It is true that in appropriate case this Court can set aside suo motu even earlier order about which no grievance has been made by the petitioners provided the said order has ignored any mandatory provisions of law due to which it cannot be sustained. Learned counsel for the opposite party contended that the provision with regard to the recording of the reasons under Section 70 is a mere irregularity. In order to find support to his contention he relied on Ramakant Bajpai V/s. Banbari Sahu, (1957 BLJR 41) where Sahai, J. while dealing with the provisions contained in Section 70 of the Act, held that the failure of the Sub-divisional Magistrate to give reasons for withdrawing a case from the Gram Cutcherry and transferring it to the file of another Magistrate amounts merely to an irregularity and not an illegality. In my opinion, much reliance cannot be placed on the above observation of Sahai, J. in view of the fact that the provision for giving reasons in Section 70 was inserted subsequently by Amending Act of 1959. It is suffice to hold that in the instant case no prejudice was caused to the petitioners. On reference to the protest petition as well as the first information report, it is obvious that the offences disclosed therein were not triable by the Gram Cutcherry and that was the reason which weighed with the learned Sub-divisional Magistrate, while recalling the case from the Gram Cutcherry by order dated the 28th August, 1968. In that view of the matter, I am not inclined to interfere with that order, which was passed by the Sub-divisional Magisttrate. If I accept that order as correct, it follows that the impugned order is also valid. 10. The impugned order can also be justified on the alternative ground that the application dated the 1st May, 1969, which the petitioners had filed before the Magistrate was not entertainable as it did not lie within his jurisdiction to discharge the petitioners on that ground. The petitioners remedy if at all lay under Sec. 69 of the Act, vide Mohammad Nazeem V/s. State, (1970 BLJR 1051). Reference may also be made to Lachuman Raut V/s. Mst. Basmatia, (1964 BLJR 689) where Anant Singh and G. N. Prasad JJ.

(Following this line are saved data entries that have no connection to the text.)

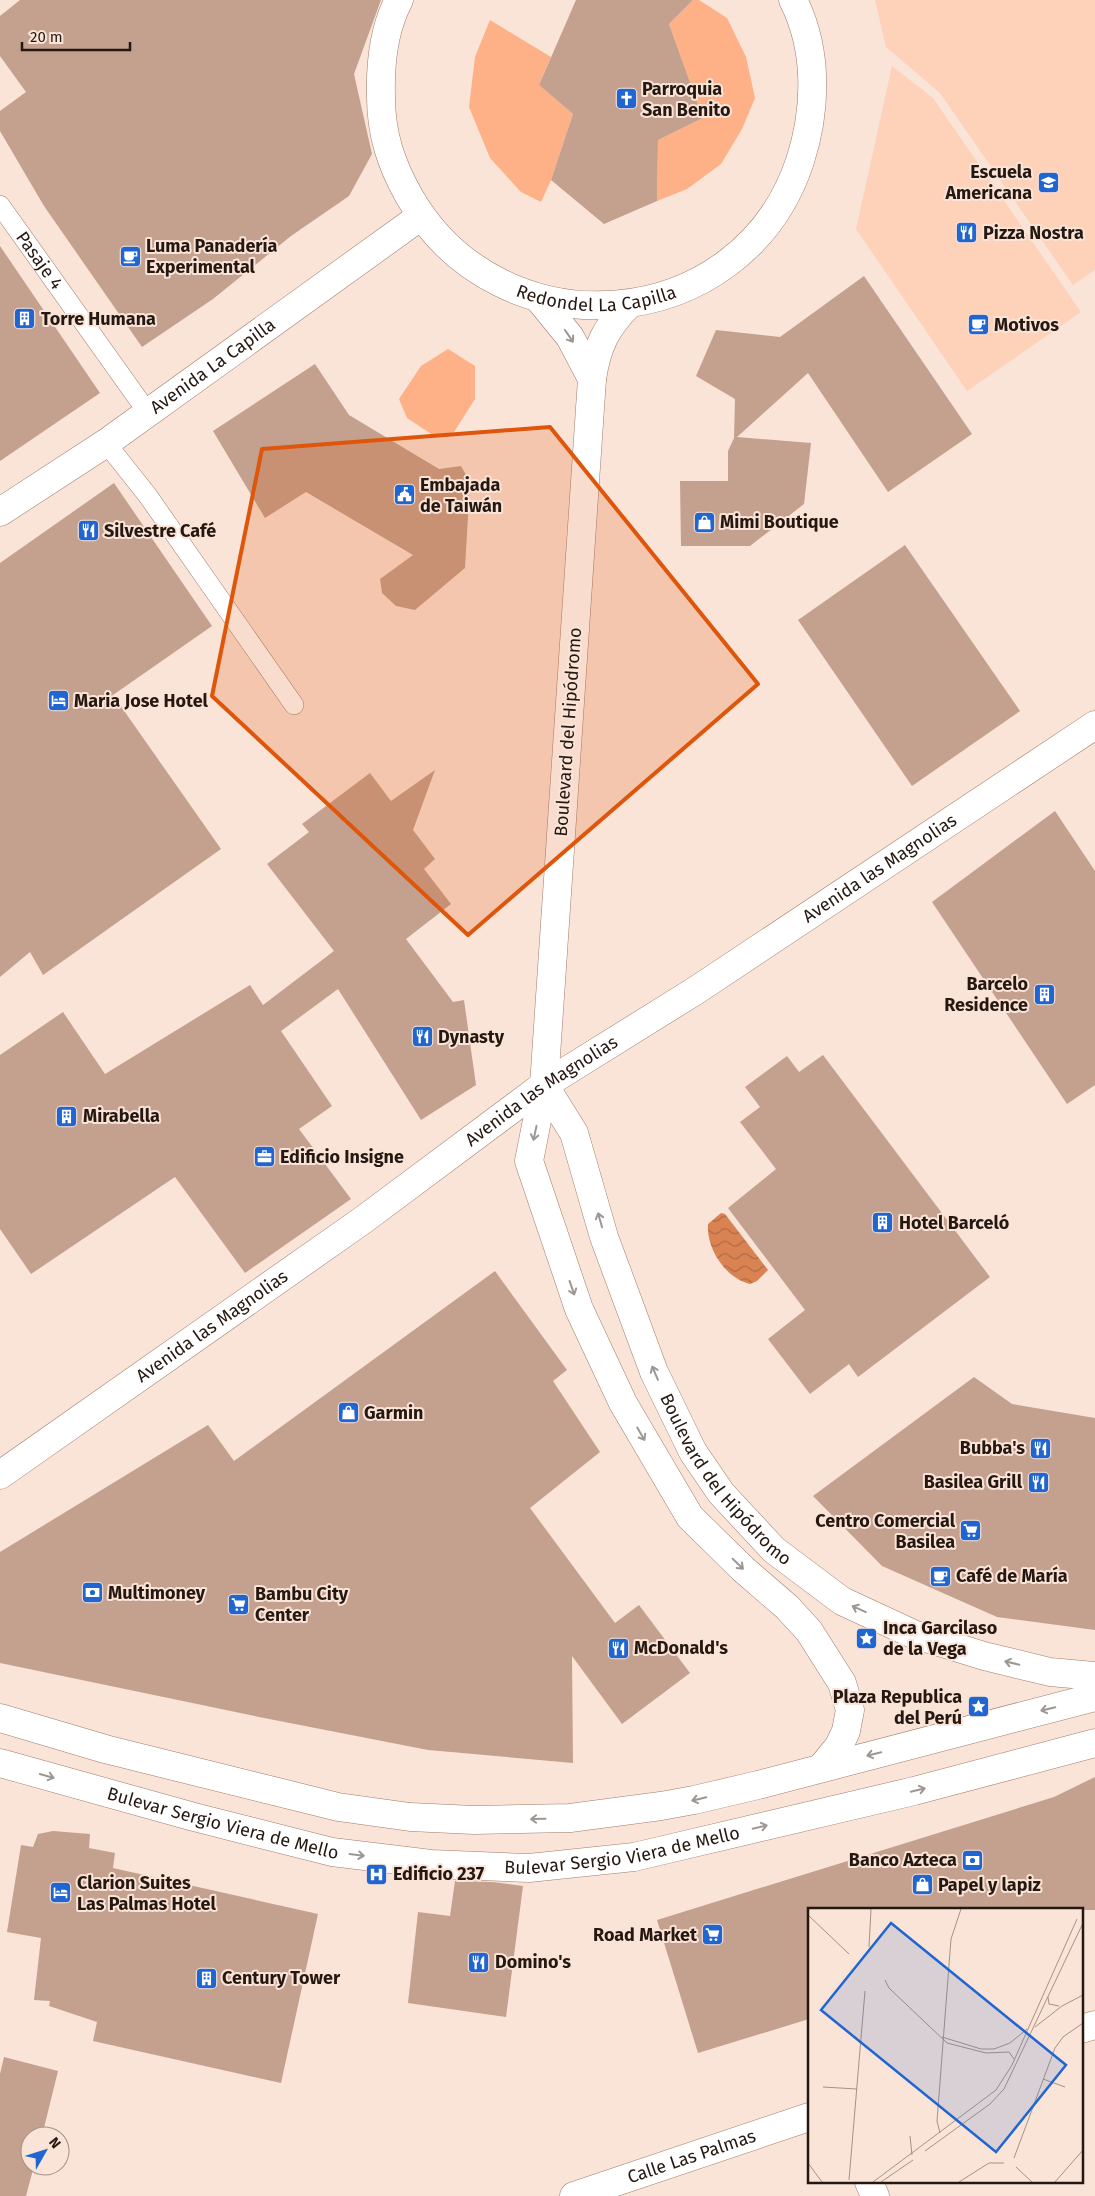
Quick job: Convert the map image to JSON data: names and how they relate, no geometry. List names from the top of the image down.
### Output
{
  "streets": {
    "street": [
      "Redondel La Capilla",
      "Avenida La Capilla",
      "Boulevard del Hipódromo",
      "Avenida las Magnolias",
      "Bulevar Sergio Viera de Mello",
      "Calle Las Palmas"
    ],
    "lane": ["Pasaje 4"]
  },
  "crossings": [
    ["Pasaje 4", "Avenida La Capilla"],
    ["Redondel La Capilla", "Avenida La Capilla"],
    ["Redondel La Capilla", "Boulevard del Hipódromo"],
    ["Boulevard del Hipódromo", "Avenida las Magnolias"],
    ["Boulevard del Hipódromo", "Bulevar Sergio Viera de Mello"]
  ],
  "places": {
    "church": ["Parroquia San Benito"],
    "school or university": ["Escuela Americana"],
    "restaurant": [
      "Pizza Nostra",
      "Silvestre Café",
      "Dynasty",
      "Bubba's",
      "Basilea Grill",
      "McDonald's",
      "Domino's"
    ],
    "cafe": ["Luma Panadería Experimental", "Motivos", "Café de María"],
    "building": [
      "Torre Humana",
      "Barcelo Residence",
      "Mirabella",
      "Hotel Barceló",
      "Century Tower"
    ],
    "public building": ["Embajada de Taiwán"],
    "shop": ["Mimi Boutique", "Garmin", "Papel y lapiz"],
    "hotel": ["Maria Jose Hotel", "Clarion Suites Las Palmas Hotel"],
    "office": ["Edificio Insigne"],
    "supermarket": ["Centro Comercial Basilea", "Bambu City Center", "Road Market"],
    "bank": ["Multimoney", "Banco Azteca"],
    "place": ["Inca Garcilaso de la Vega", "Plaza Republica del Perú"],
    "hospital": ["Edificio 237"]
  },
  "scale_bar": "20 m",
  "north": "top right"
}
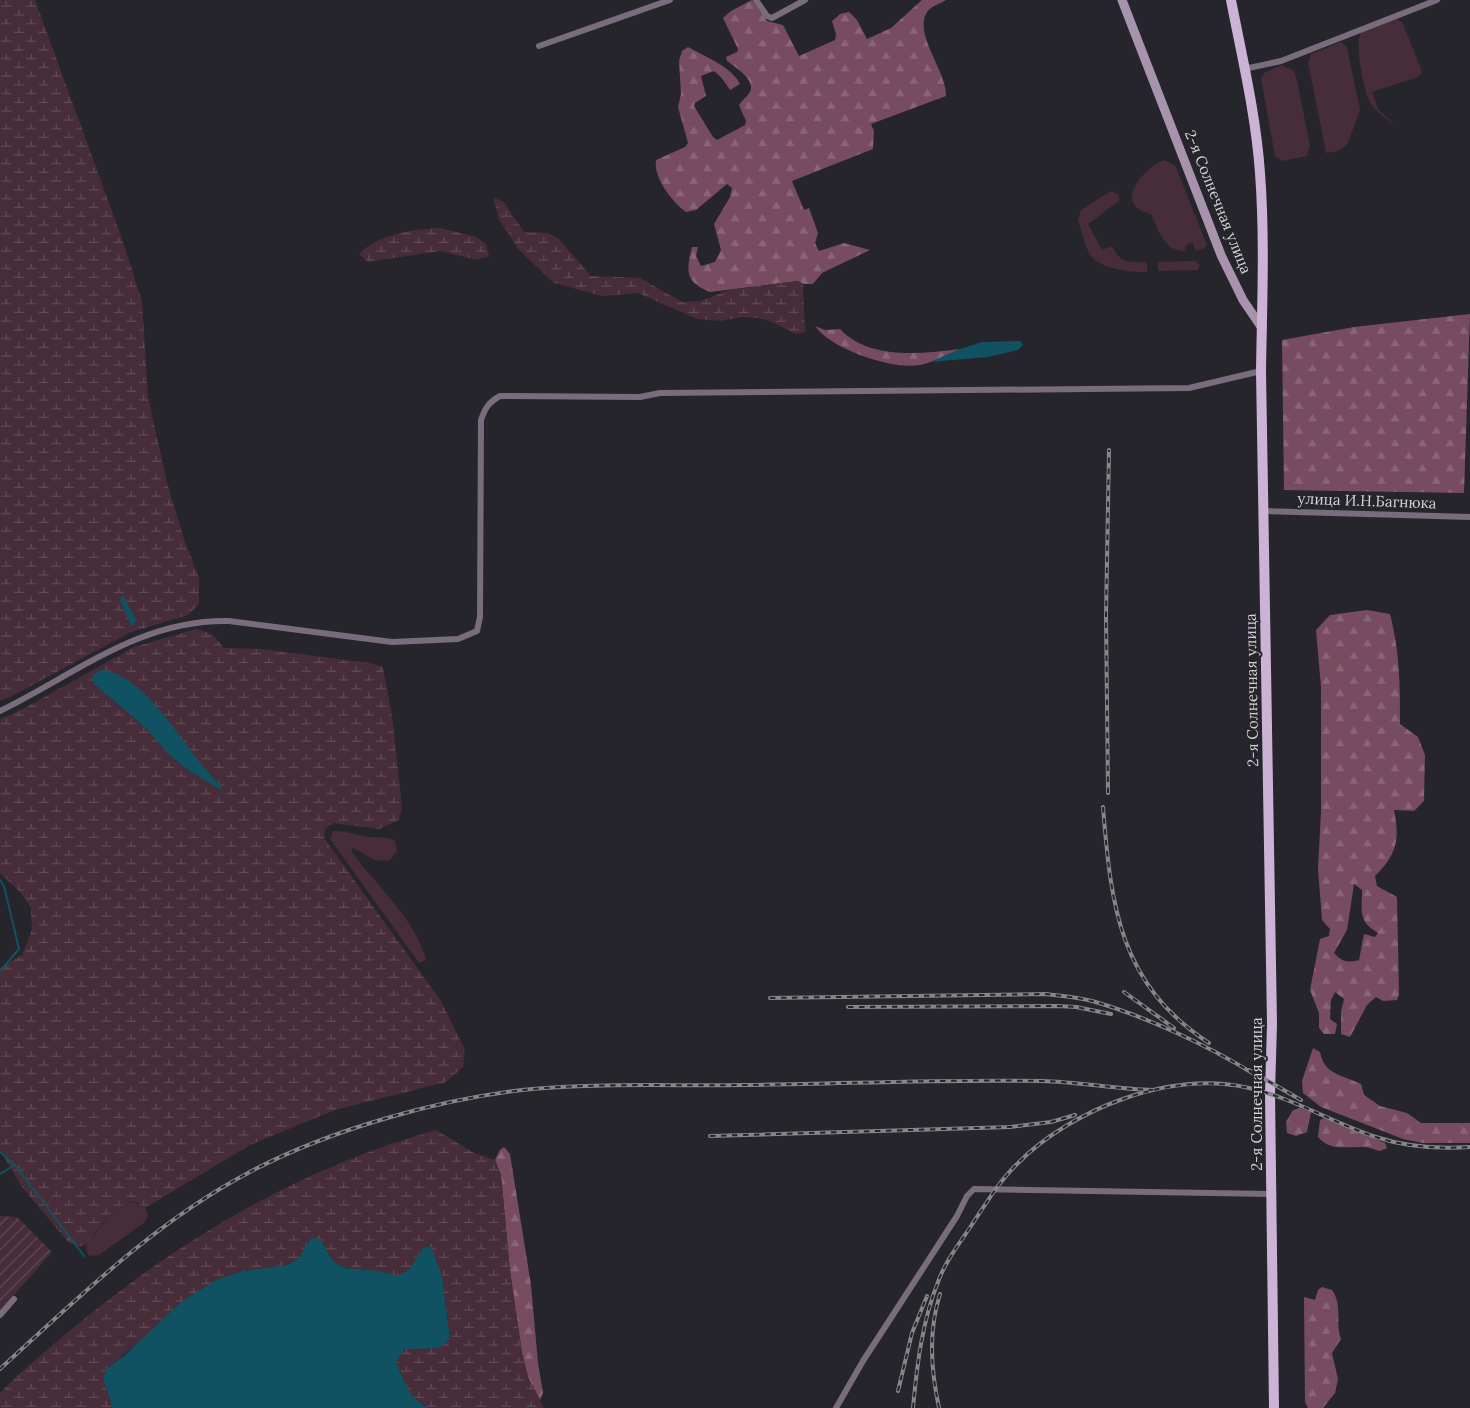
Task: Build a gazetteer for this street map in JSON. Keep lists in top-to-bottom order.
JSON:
{
  "streets": {
    "main road": ["2-я Солнечная улица"],
    "street": ["улица И.Н.Багнюка"]
  },
  "crossings": [
    ["2-я Солнечная улица", "улица И.Н.Багнюка"]
  ]
}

The petitioners remedy if at all lay under Sec. 69 of the Act, vide Mohammad Nazeem V/s. State, (1970 BLJR 1051). Reference may also be made to Lachuman Raut V/s. Mst. Basmatia, (1964 BLJR 689) where Anant Singh and G. N. Prasad JJ. observed that unless the sub-divisional Magistrate exercises the jurisdiction vested in him under Sec. 69 of the Act, the Magistrate has jurisdiction and is competent to hear and dispose of the case. These jurisdictions cease only when the transfer of the case is made under S. 69. Reference may further be made to Md. Obais V/s. The State (1959 BLJR 61) where Sahai and Untwalia, JJ. held at page 68 in paragraph 21 that there is nothing in Sec. 69 to show that a trying Magistrate must bring to the notice of the sub-divisional Magistrate that a case which is pending trial in his court, appears to be triable by a bench of the Gram Cutcherry, the Sub-divisional Magistrate cannot act unless he is informed of the fact. Their Lordships also approved the judgment in AIR 1958 Pat 585 supra : (1958 Cri LJ 1339) where Kanhaiya Singh, J. observed; "Unless the Sub-divisional Magistrate exercises the discretion vested in him under Sec. 69 of the said Act, the Magistrate has jurisdiction and is competent to hear and dispose of the case. "Their Lordships in the case of Md. Obais further quoted with approval the observation made by Misra, J. as he then was in connection with the provision contained in Sec. 69 of the Act, which reads: ".........The case being in seisin of a Magistrate other than the Sub-divisional Magistrate, there is no provision in the section that the Magistrate holding the trial must necessarily return the file to the Sub-divisional Magistrate or that he must necessarily intimate to him that the case pending before him is one which is fit to be tried by a bench of the Gram Cutcherry. In terms therefore the section is not "applicable." After considering various cases on the point their Lordships held that the judicial Magistrate did not commit any illegality in trying and deciding the case. 11 Mr. Thakur Prasad however, contended that the trying Magistrate should have sent back the record to the Sub-divisional Magistrate for passing an order in accordance with law.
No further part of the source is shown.